The editors at New Civil Engineer are letting readers deal with members who deny anthropogenic climate change. I think this is probably necessary, because outside scientific and political circles climate change is widely passed over as a threat – The Guardian being a notable exception (let us not forget, though, that The Guardian has been subsidised by Auto Trader for a very long time, and taken as a whole its message is mixed to say the least).
Anthropogenic climate change deniers are pretty loud. Unable to get to grips with the complexity of the evidence themselves, they nevertheless feel comfortable refusing to defer to scientific consensus. Perhaps this is because the scientific consensus is also a political consensus, and they hold politicians in such low esteem? Or because science has been so done down in this country? Or perhaps it’s because to engage with the findings would challenge strongly-held beliefs they have about the way they are entitled to live their lives.
From the 29th October 2009, issue, Letters, p15:
“Questioning global warming.
Antony Oliver (NCS Comment 8 October) would not feel so bad about flying to Scotland if he took a little time to look at the scientific evidence against the hypothesis of man made, or athropogenic, global warming.
A good start would be with professor Robert Carter’s 2008 paper Knock Knock: Where is the Evidence for Dangerous Man Made Global Warming, which covers most of the bases.”
“I’m a recent convert and feeling currently somewhere between a flat earthist and a holocaust denier – but the evidence is very compelling.”
You can read the rest towards the bottom of this page.
The reason flat earthists and holocaust deniers feel uncomfortable is because they are impelled to ignore or falsify evidence by prejudices they do not or cannot acknowledge. This is clear to most of the people they seek to persuade, and consequently they are pitied, treated as a threat, or held in contempt. Nevertheless they persist in thinking of themselves as brave speakers of truth to power.
Following week: New Civil Engineer, 12th November 2009, Letters, p16, has a number of enlightened correspondents. One:
“Why does NCE continue to print letters from man-made global warming deniers (Letters 29 October)?
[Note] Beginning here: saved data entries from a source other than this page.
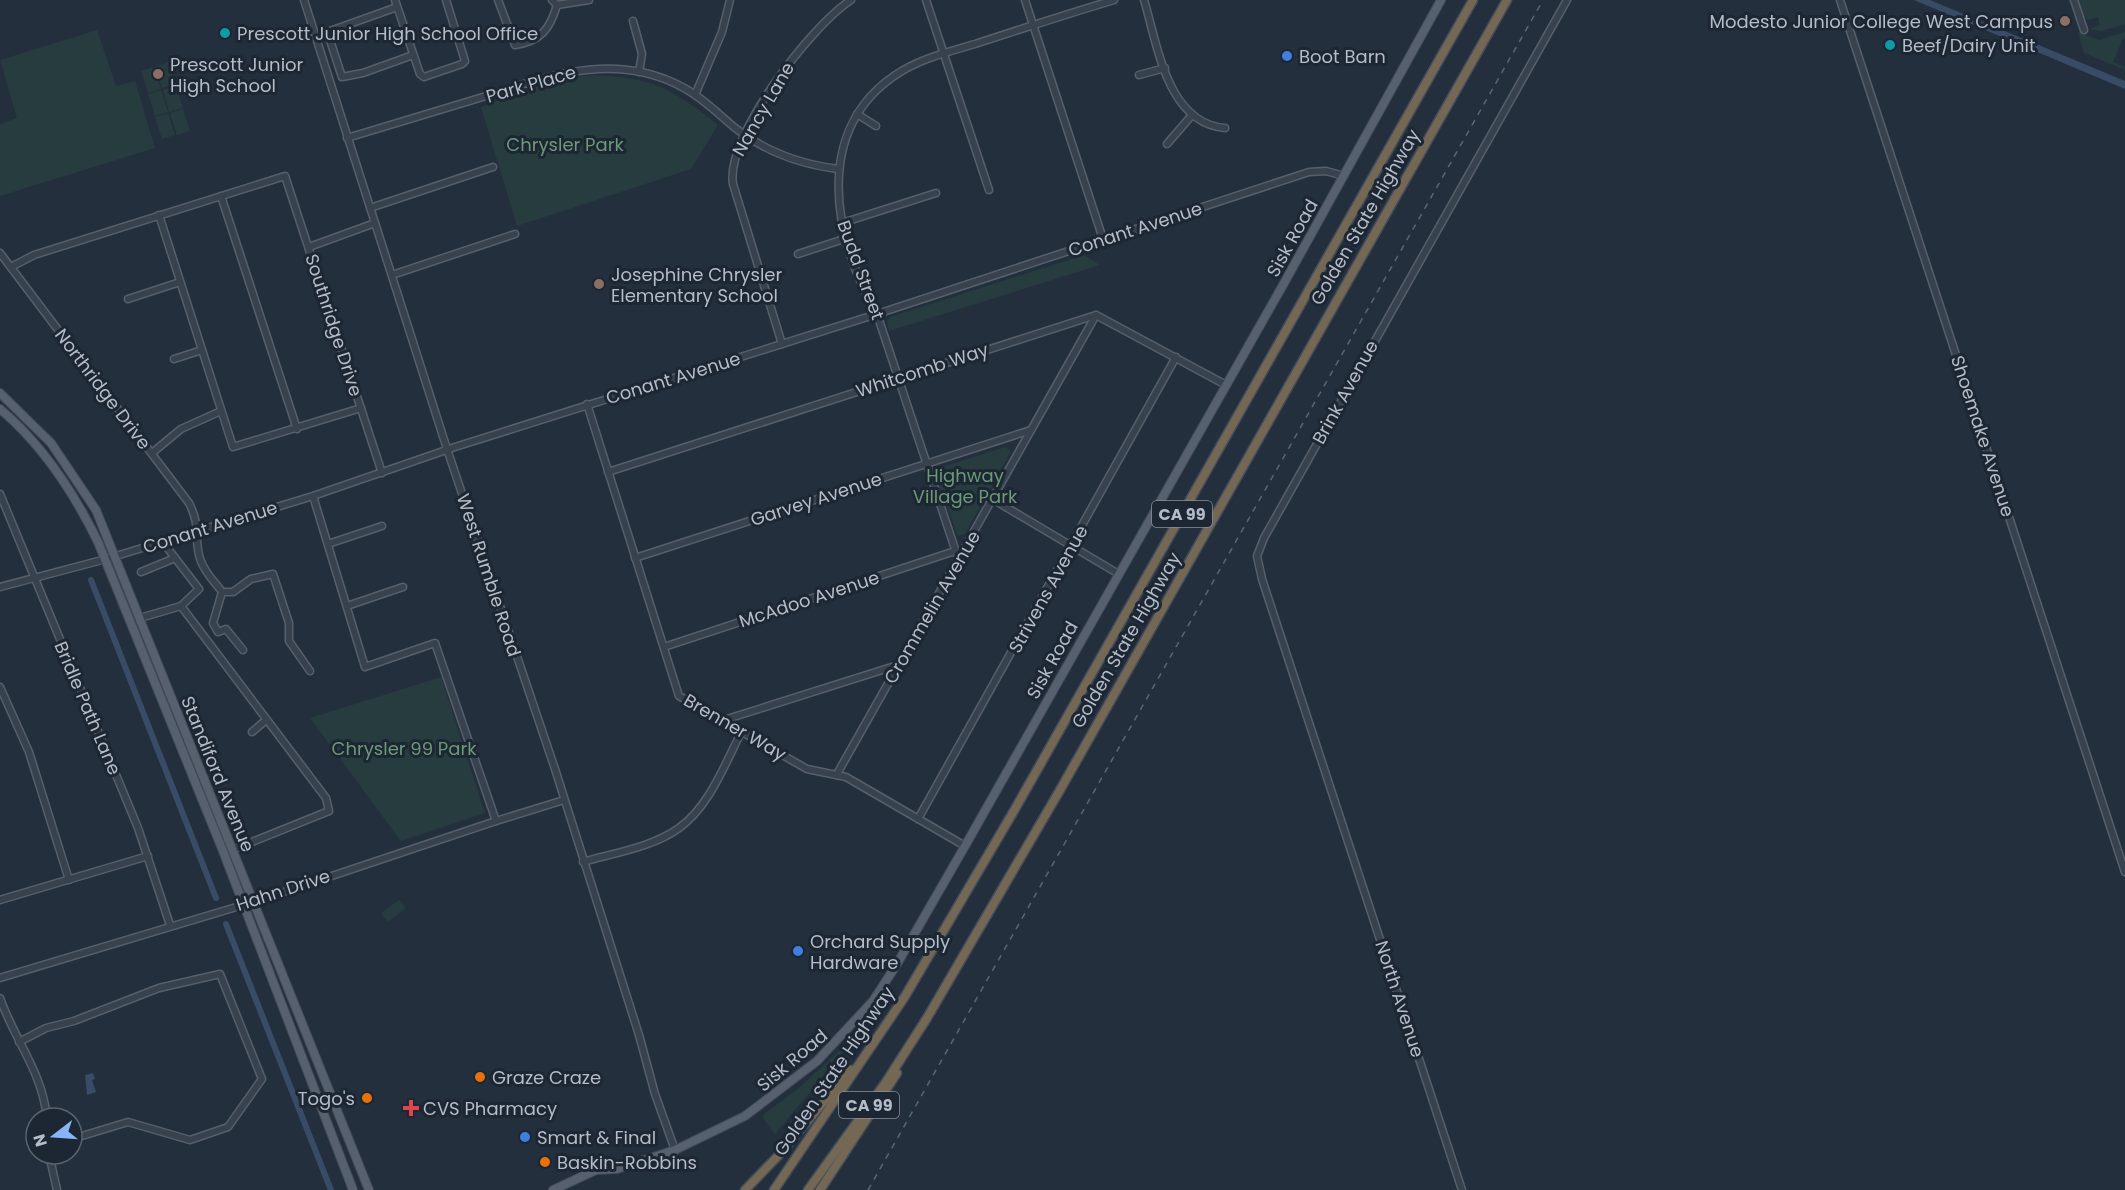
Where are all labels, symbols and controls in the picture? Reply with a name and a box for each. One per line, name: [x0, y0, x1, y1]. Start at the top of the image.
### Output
place label: Modesto Junior College West Campus: [1710, 9, 2053, 34]
marker: Modesto Junior College West Campus: [2058, 14, 2072, 28]
place label: Prescott Junior High School Office: [237, 21, 538, 46]
marker: Prescott Junior High School Office: [218, 26, 232, 40]
place label: Beef/Dairy Unit: [1902, 33, 2035, 58]
marker: Beef/Dairy Unit: [1883, 38, 1897, 52]
place label: Boot Barn: [1299, 44, 1386, 69]
marker: Boot Barn: [1280, 49, 1294, 63]
place label: Prescott Junior High School: [170, 52, 304, 98]
street label: Nancy Lane: [726, 57, 800, 161]
street label: Park Place: [483, 59, 579, 109]
marker: Prescott Junior High School: [151, 67, 165, 81]
street label: Golden State Highway: [1304, 125, 1426, 309]
park label: Chrysler Park: [506, 132, 624, 157]
street label: Sisk Road: [1260, 195, 1324, 281]
street label: Conant Avenue: [1065, 196, 1205, 262]
street label: Budd Street: [831, 217, 891, 323]
street label: Southridge Drive: [299, 251, 369, 399]
place label: Josephine Chrysler Elementary School: [611, 262, 782, 308]
marker: Josephine Chrysler Elementary School: [592, 277, 606, 291]
street label: Northridge Drive: [49, 323, 157, 455]
street label: Brink Avenue: [1306, 335, 1384, 449]
street label: Whitcomb Way: [853, 337, 991, 403]
street label: Conant Avenue: [603, 346, 743, 410]
street label: Shoemake Avenue: [1945, 352, 2021, 520]
park label: Highway Village Park: [913, 463, 1018, 509]
street label: Garvey Avenue: [747, 466, 885, 532]
street label: West Rumble Road: [451, 490, 527, 660]
street label: Conant Avenue: [140, 495, 280, 559]
road number: CA 99: [1152, 501, 1212, 527]
street label: Strivens Avenue: [1002, 520, 1094, 658]
street label: Crommelin Avenue: [878, 526, 986, 688]
street label: Golden State Highway: [1065, 548, 1187, 732]
street label: McAdoo Avenue: [736, 565, 882, 633]
street label: Sisk Road: [1020, 617, 1084, 703]
street label: Bridle Path Lane: [49, 637, 127, 779]
street label: Brenner Way: [679, 688, 791, 766]
street label: Standiford Avenue: [175, 692, 261, 856]
park label: Chrysler 99 Park: [332, 736, 477, 761]
street label: Hahn Drive: [233, 863, 333, 917]
place label: Orchard Supply Hardware: [810, 929, 950, 975]
street label: North Avenue: [1369, 937, 1431, 1061]
marker: Orchard Supply Hardware: [791, 944, 805, 958]
street label: Golden State Highway: [768, 982, 900, 1160]
street label: Sisk Road: [751, 1023, 833, 1097]
place label: Graze Craze: [492, 1065, 601, 1090]
marker: Graze Craze: [473, 1070, 487, 1084]
place label: Togo's: [298, 1086, 355, 1111]
marker: Togo's: [360, 1091, 374, 1105]
road number: CA 99: [839, 1092, 899, 1118]
place label: CVS Pharmacy: [423, 1096, 557, 1121]
marker: CVS Pharmacy: [404, 1101, 418, 1115]
north arrow: [24, 1106, 84, 1166]
place label: Smart & Final: [537, 1125, 656, 1150]
marker: Smart & Final: [518, 1130, 532, 1144]
text: N: [27, 1131, 53, 1149]
place label: Baskin-Robbins: [557, 1150, 697, 1175]
marker: Baskin-Robbins: [538, 1155, 552, 1169]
Professor Carter’s paper was mentioned, he’s on the research committee of the Institute of Public Affairs − a right wing group funded by the oil companies, so hardly an independent view. As for being convincing, his views have been widely discredited.
I doubt if the Institution of Civil Engineering Surveyors is still questioning whether the earth is round or flat, they have moved on, and it is time that NCE moves on as well.”
Hopefully they will – you can read the rest of that one towards the bottom of this page.
And I’ve reached my limit – like the first correspondent, I have the impression that deniers in the face of evidence share some attributes, but I can’t get into that now.
Instead, and to pre-empt an argument which will almost certainly be added to the case against Israel sooner or later, one final correspondent. Climate Denial is a blog dedicated to exploring the psychology of climate change denial. I notice it is currently topped by a substantial Postcard from Israel by Lucy Michaels, a researcher located on a kibbutz who is currently investigating climate change denial in Israel, where drought vies with conflict for attention. It’s a piece which deals a little too freely in unsubstantiated assertions about cultures for my liking but for all that it seeks to understand rather than to blame. From it:
“Confronted with the more tangible sense of threat by a ‘terror’ attack or the incessant and somewhat obsessive discussion on the streets as to whether Ahmadnijad will drop the bomb and obliterate Israel altogether, it is perhaps understandable that the more diffuse and distant threat of climate change does not register highly on Israeli risk-o-meters.
Israelis are regularly bombarded by ‘disaster’ images. As has been found in research elsewhere, disaster imagery of climate change is most likely provokes feelings of powerlessness rather than the desire to take action.”